**WHAT YOU HAVE TO DO:**
Reproduce the entries below exactly, but only from the line containing "height:10px; margin:-5px; padding:0" to the line containing "width:14px; height:14px; translate:-50%", inclusive.

**EXERCISE MATERIALS:**

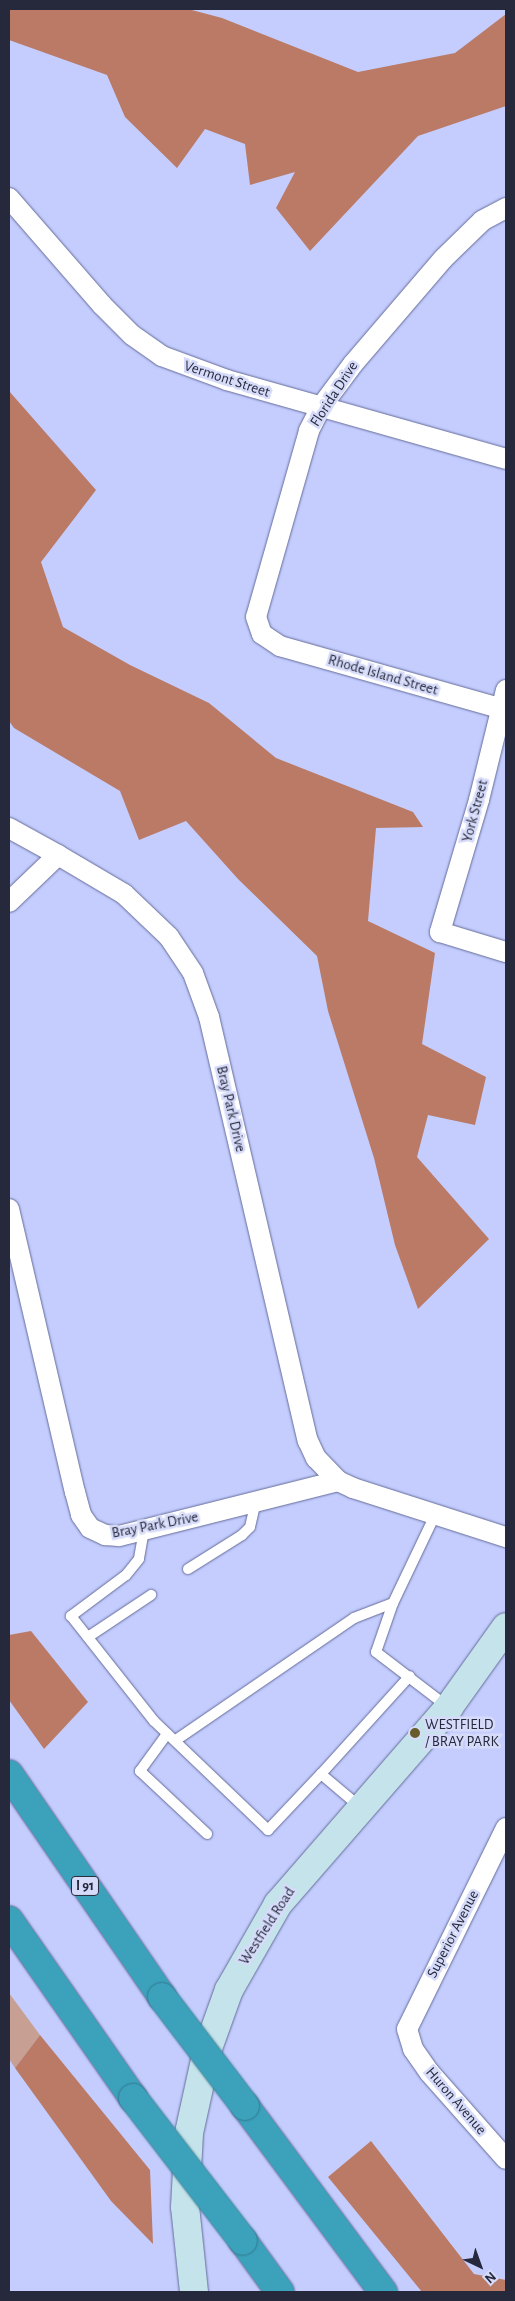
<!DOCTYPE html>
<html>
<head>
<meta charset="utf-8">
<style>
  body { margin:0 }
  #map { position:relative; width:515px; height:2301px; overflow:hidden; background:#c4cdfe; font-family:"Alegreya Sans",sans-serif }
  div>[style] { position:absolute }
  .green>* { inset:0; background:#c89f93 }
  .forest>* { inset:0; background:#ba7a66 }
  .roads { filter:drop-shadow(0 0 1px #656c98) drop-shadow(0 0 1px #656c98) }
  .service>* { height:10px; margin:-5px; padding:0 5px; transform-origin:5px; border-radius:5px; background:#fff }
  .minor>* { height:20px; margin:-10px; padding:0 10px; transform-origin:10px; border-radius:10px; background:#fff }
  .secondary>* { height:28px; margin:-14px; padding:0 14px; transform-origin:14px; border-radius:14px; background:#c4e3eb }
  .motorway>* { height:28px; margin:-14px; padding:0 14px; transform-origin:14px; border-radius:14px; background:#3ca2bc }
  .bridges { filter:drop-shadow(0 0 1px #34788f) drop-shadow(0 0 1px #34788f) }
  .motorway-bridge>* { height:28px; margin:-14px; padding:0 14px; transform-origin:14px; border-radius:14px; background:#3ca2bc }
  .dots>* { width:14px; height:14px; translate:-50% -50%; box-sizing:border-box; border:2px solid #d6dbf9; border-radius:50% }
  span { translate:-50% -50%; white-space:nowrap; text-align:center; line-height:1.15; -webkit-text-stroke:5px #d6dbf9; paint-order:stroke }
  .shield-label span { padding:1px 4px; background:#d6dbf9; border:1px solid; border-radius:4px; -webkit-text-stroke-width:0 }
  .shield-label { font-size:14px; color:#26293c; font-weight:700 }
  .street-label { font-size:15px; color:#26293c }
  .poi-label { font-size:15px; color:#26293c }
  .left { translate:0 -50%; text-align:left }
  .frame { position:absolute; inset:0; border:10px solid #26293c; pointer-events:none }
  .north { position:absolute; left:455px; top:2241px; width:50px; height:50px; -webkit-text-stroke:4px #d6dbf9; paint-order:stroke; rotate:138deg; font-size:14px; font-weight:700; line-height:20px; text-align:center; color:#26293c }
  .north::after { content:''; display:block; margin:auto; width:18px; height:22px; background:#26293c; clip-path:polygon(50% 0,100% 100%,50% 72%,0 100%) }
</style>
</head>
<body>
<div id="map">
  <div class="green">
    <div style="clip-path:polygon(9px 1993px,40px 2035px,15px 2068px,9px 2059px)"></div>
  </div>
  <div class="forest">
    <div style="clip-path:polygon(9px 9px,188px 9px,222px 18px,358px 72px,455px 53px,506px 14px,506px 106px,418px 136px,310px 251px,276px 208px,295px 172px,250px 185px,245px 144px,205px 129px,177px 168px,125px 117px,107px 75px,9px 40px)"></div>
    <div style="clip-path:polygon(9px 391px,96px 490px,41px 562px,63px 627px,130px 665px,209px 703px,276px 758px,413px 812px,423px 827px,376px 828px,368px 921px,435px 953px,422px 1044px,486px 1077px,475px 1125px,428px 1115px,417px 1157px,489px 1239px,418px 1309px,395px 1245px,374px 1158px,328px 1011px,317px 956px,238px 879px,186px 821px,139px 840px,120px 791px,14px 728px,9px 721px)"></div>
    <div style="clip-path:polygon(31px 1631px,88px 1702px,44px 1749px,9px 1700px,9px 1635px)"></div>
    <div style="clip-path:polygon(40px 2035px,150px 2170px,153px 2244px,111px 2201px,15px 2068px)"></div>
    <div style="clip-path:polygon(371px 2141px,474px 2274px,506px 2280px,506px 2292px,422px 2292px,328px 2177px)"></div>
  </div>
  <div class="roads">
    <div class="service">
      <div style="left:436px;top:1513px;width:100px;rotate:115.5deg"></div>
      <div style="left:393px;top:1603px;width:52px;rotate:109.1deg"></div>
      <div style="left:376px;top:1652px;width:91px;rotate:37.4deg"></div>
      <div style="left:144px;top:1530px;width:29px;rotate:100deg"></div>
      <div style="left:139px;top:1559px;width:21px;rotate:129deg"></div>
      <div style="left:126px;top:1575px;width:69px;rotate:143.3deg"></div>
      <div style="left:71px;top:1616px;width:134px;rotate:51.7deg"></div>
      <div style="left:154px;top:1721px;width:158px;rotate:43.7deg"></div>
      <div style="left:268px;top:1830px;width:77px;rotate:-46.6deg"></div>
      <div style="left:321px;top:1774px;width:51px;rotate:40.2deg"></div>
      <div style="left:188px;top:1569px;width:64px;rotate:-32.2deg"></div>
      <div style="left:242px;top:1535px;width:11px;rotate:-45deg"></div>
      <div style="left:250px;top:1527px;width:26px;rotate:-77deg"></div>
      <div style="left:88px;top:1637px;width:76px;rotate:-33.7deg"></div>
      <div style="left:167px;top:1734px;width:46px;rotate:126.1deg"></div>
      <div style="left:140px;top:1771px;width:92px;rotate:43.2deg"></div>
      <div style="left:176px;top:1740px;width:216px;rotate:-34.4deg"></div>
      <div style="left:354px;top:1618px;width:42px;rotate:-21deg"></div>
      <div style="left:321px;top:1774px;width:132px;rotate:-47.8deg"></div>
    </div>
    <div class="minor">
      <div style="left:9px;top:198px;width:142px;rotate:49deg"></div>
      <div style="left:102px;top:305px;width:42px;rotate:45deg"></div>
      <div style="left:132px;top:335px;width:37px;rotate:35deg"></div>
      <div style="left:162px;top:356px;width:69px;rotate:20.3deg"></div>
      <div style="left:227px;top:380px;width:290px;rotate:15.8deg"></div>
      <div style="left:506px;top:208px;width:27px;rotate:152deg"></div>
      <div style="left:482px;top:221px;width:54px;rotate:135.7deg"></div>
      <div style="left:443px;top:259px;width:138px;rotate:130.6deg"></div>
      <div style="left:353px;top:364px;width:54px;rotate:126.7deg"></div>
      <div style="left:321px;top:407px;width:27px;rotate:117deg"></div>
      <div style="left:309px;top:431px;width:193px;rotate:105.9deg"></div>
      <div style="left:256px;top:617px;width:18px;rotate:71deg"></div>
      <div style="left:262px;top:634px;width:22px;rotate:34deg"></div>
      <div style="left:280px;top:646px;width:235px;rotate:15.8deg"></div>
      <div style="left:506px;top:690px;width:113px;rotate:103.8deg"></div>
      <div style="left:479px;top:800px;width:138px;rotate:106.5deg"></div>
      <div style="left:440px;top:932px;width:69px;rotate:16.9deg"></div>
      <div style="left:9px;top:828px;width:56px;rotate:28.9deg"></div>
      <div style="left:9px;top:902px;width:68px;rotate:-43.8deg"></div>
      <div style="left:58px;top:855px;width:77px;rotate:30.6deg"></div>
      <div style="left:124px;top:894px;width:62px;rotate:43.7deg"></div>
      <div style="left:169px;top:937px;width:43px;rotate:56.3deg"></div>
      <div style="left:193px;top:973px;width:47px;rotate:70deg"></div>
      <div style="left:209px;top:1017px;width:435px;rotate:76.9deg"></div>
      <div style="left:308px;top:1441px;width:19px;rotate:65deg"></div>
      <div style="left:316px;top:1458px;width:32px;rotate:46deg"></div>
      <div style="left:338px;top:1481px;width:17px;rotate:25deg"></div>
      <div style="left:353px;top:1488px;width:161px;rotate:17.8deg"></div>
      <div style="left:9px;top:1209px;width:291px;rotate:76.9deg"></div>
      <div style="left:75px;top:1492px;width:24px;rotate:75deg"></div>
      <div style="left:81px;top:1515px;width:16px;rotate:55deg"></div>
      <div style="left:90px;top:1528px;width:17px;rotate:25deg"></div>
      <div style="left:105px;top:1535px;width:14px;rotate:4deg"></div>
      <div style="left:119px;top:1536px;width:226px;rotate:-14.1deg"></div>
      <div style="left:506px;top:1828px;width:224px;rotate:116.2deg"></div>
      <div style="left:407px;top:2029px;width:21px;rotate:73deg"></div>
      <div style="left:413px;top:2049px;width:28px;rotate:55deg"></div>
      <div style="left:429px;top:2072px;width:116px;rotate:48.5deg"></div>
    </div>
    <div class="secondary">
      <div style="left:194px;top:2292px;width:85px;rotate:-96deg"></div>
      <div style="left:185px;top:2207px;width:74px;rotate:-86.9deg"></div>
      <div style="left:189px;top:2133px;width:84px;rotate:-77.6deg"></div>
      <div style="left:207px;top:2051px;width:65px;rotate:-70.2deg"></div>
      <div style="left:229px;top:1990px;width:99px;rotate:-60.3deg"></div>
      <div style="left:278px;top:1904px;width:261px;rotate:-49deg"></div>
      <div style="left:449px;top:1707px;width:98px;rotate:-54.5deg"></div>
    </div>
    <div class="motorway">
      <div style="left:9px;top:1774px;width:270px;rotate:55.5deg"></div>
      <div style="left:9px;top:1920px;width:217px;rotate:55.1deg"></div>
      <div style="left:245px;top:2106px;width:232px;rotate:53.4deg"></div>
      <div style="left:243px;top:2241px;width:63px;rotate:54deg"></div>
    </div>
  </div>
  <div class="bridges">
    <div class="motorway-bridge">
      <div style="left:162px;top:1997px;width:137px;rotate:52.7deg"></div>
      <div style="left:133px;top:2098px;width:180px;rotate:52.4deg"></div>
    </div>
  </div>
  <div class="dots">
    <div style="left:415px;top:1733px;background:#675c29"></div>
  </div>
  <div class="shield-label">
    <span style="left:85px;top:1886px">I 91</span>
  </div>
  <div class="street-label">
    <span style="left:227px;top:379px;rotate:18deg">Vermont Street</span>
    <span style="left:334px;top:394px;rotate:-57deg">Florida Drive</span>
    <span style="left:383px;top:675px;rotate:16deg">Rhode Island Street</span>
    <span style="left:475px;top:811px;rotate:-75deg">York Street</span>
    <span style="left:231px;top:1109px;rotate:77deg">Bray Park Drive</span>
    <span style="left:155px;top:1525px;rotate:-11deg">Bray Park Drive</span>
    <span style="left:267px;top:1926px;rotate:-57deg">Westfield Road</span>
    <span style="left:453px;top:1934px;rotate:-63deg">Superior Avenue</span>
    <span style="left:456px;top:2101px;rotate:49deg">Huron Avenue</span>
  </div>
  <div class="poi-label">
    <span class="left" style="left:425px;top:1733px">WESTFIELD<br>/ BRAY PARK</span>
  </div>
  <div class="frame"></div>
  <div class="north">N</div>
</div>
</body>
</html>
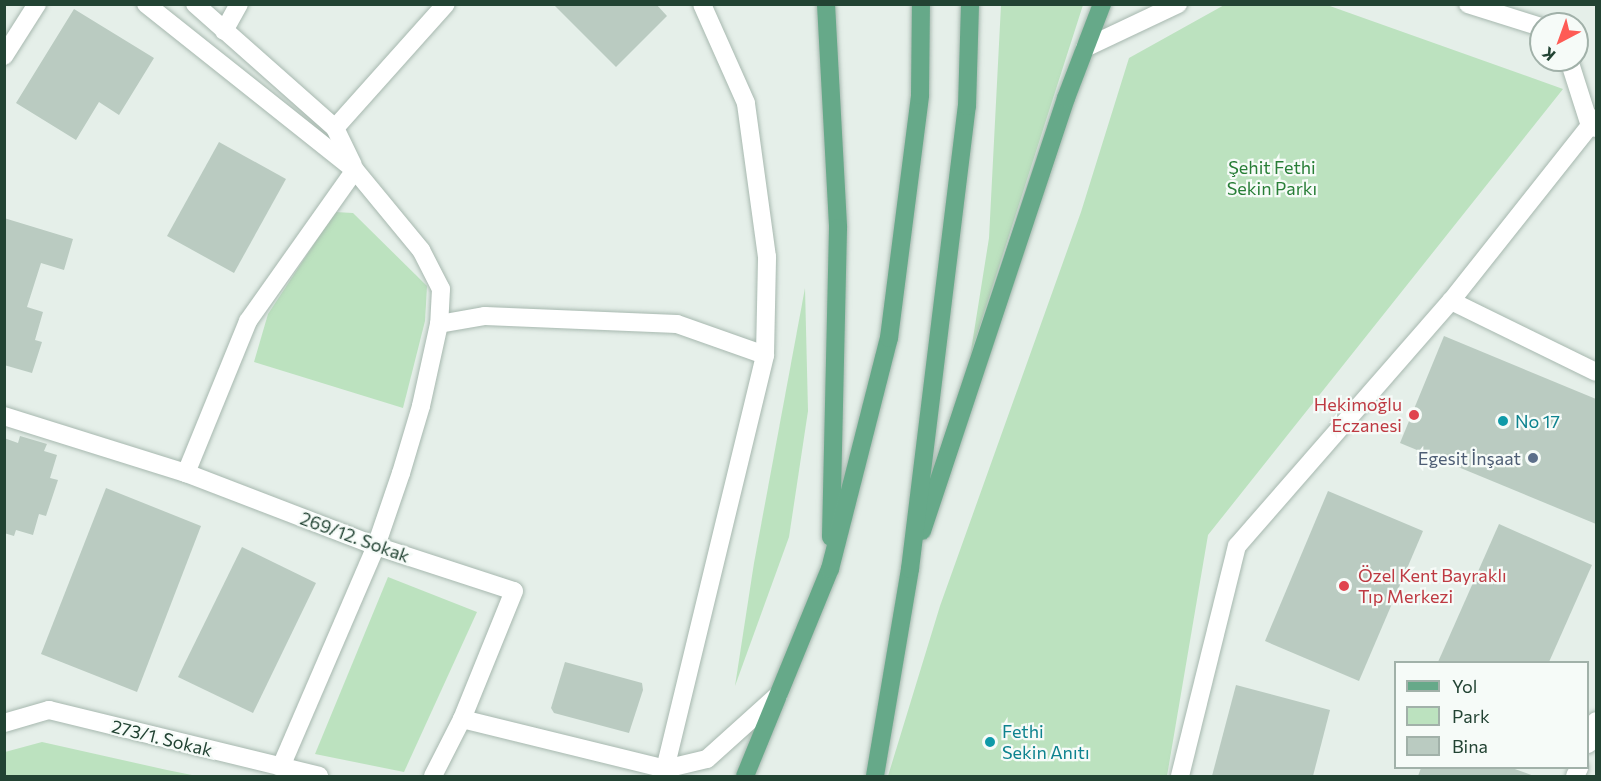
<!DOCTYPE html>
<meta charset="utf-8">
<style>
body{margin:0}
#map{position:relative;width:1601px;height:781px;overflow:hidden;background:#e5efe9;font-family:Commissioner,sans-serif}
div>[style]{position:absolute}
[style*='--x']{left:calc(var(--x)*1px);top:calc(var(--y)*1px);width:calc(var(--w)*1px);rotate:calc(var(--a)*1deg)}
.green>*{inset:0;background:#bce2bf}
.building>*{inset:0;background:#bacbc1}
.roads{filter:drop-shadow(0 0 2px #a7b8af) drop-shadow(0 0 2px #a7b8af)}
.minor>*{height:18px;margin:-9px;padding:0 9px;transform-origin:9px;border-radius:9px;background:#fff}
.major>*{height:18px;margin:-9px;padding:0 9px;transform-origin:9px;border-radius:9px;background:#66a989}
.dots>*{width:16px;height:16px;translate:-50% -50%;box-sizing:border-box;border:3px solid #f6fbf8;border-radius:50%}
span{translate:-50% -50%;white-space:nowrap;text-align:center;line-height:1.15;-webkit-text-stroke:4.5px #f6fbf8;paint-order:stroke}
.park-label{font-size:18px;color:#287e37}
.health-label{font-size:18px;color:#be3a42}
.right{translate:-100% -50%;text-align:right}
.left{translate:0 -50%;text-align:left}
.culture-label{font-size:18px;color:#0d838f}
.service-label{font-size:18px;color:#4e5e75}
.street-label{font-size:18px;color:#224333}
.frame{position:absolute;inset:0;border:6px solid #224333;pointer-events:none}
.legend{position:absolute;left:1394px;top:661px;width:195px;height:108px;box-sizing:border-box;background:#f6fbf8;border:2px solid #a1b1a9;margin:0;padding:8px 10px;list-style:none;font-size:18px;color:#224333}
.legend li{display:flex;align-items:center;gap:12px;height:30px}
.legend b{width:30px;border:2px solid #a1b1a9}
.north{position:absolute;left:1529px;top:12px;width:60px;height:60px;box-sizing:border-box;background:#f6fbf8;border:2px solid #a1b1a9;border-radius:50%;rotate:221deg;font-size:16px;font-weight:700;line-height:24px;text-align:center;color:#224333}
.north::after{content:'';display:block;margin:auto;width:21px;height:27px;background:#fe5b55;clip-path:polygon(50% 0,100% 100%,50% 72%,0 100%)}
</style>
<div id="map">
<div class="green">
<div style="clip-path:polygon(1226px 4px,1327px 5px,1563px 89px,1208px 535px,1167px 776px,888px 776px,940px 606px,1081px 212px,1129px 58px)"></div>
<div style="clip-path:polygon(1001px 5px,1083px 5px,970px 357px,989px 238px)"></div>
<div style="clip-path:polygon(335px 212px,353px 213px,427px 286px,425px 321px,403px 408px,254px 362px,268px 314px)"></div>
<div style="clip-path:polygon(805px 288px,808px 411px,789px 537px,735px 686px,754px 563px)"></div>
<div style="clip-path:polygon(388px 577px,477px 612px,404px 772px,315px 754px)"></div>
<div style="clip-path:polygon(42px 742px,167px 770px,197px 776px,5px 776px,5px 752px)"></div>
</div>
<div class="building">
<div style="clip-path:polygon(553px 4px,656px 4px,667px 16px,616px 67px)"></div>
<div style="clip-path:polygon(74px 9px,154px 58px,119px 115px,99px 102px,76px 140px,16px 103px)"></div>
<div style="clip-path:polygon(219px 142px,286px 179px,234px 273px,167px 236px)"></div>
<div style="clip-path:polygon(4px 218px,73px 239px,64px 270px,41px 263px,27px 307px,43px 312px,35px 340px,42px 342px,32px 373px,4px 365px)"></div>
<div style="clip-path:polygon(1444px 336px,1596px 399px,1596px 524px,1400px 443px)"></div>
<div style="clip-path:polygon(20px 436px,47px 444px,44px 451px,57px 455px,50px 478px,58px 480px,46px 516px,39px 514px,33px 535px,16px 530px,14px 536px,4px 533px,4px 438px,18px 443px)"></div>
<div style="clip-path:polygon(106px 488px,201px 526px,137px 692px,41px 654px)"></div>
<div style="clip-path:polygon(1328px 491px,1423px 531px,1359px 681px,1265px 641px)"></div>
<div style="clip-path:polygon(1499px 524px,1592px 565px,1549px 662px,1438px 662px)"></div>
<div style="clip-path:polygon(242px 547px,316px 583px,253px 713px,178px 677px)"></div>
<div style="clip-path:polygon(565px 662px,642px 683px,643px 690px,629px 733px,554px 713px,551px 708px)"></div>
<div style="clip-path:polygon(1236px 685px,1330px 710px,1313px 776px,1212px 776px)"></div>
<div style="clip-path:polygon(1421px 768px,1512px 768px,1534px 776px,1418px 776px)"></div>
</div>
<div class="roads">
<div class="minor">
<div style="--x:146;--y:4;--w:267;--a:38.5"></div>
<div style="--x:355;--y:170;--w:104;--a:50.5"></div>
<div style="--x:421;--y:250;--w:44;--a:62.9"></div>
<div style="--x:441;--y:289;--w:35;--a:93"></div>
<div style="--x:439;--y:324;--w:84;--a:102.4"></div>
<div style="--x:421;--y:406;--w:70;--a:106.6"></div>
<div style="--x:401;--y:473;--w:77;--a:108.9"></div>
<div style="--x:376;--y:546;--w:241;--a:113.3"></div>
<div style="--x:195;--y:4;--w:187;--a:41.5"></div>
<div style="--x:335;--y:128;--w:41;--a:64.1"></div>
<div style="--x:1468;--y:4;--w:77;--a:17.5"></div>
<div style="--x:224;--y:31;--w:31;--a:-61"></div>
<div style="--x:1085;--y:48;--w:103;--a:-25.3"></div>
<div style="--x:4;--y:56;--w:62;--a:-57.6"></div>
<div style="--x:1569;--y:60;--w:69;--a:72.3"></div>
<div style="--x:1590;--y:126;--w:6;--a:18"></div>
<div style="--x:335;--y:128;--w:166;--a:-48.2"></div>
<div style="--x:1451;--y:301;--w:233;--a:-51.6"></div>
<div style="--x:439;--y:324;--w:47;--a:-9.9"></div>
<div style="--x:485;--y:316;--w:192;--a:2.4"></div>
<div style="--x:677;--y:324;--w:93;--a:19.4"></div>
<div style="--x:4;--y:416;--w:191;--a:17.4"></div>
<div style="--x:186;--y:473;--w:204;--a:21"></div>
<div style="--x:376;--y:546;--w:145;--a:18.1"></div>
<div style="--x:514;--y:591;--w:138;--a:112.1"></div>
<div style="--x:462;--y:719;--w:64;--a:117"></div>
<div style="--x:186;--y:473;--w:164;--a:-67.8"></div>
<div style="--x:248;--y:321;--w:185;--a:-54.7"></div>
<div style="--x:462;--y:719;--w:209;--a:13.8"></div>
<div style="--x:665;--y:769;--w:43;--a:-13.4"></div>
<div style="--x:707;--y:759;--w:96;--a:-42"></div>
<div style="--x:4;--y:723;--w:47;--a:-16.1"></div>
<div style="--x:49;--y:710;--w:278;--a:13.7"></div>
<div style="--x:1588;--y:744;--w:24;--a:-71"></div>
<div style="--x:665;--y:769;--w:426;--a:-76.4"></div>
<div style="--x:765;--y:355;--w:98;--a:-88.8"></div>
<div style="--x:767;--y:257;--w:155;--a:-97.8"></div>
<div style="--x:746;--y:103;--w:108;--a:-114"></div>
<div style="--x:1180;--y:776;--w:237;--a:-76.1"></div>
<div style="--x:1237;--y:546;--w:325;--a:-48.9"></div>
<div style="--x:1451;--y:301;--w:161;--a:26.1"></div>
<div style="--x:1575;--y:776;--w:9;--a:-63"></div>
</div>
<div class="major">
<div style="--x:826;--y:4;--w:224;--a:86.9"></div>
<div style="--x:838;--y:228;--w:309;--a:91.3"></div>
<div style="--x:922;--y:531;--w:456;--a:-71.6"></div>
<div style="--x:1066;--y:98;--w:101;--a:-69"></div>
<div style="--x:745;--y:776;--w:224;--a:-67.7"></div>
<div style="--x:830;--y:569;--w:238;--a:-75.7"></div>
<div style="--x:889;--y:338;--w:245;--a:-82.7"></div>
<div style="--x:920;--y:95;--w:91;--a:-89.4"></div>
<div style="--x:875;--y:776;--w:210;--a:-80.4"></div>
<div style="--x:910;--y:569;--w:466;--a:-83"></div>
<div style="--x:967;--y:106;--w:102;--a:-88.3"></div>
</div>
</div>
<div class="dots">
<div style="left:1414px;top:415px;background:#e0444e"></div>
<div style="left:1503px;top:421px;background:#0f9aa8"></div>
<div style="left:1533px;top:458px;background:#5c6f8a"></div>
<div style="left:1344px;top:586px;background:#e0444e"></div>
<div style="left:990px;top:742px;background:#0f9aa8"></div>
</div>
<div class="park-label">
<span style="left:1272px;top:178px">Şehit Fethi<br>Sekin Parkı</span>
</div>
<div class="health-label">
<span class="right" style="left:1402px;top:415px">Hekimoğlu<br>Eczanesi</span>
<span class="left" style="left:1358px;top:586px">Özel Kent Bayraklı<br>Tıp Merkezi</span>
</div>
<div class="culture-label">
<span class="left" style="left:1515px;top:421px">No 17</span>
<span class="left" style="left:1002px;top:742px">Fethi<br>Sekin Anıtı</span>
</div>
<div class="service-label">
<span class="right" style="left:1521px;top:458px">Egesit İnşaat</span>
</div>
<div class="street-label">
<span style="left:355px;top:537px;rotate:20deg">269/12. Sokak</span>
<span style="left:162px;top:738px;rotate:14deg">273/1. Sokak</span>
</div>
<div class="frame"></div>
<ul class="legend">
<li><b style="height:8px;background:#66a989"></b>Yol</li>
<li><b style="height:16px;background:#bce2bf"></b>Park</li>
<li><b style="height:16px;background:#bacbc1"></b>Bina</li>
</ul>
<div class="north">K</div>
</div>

**RESPONSE BOX:**
  .service>* { height:10px; margin:-5px; padding:0 5px; transform-origin:5px; border-radius:5px; background:#fff }
  .minor>* { height:20px; margin:-10px; padding:0 10px; transform-origin:10px; border-radius:10px; background:#fff }
  .secondary>* { height:28px; margin:-14px; padding:0 14px; transform-origin:14px; border-radius:14px; background:#c4e3eb }
  .motorway>* { height:28px; margin:-14px; padding:0 14px; transform-origin:14px; border-radius:14px; background:#3ca2bc }
  .bridges { filter:drop-shadow(0 0 1px #34788f) drop-shadow(0 0 1px #34788f) }
  .motorway-bridge>* { height:28px; margin:-14px; padding:0 14px; transform-origin:14px; border-radius:14px; background:#3ca2bc }
  .dots>* { width:14px; height:14px; translate:-50% -50%; box-sizing:border-box; border:2px solid #d6dbf9; border-radius:50% }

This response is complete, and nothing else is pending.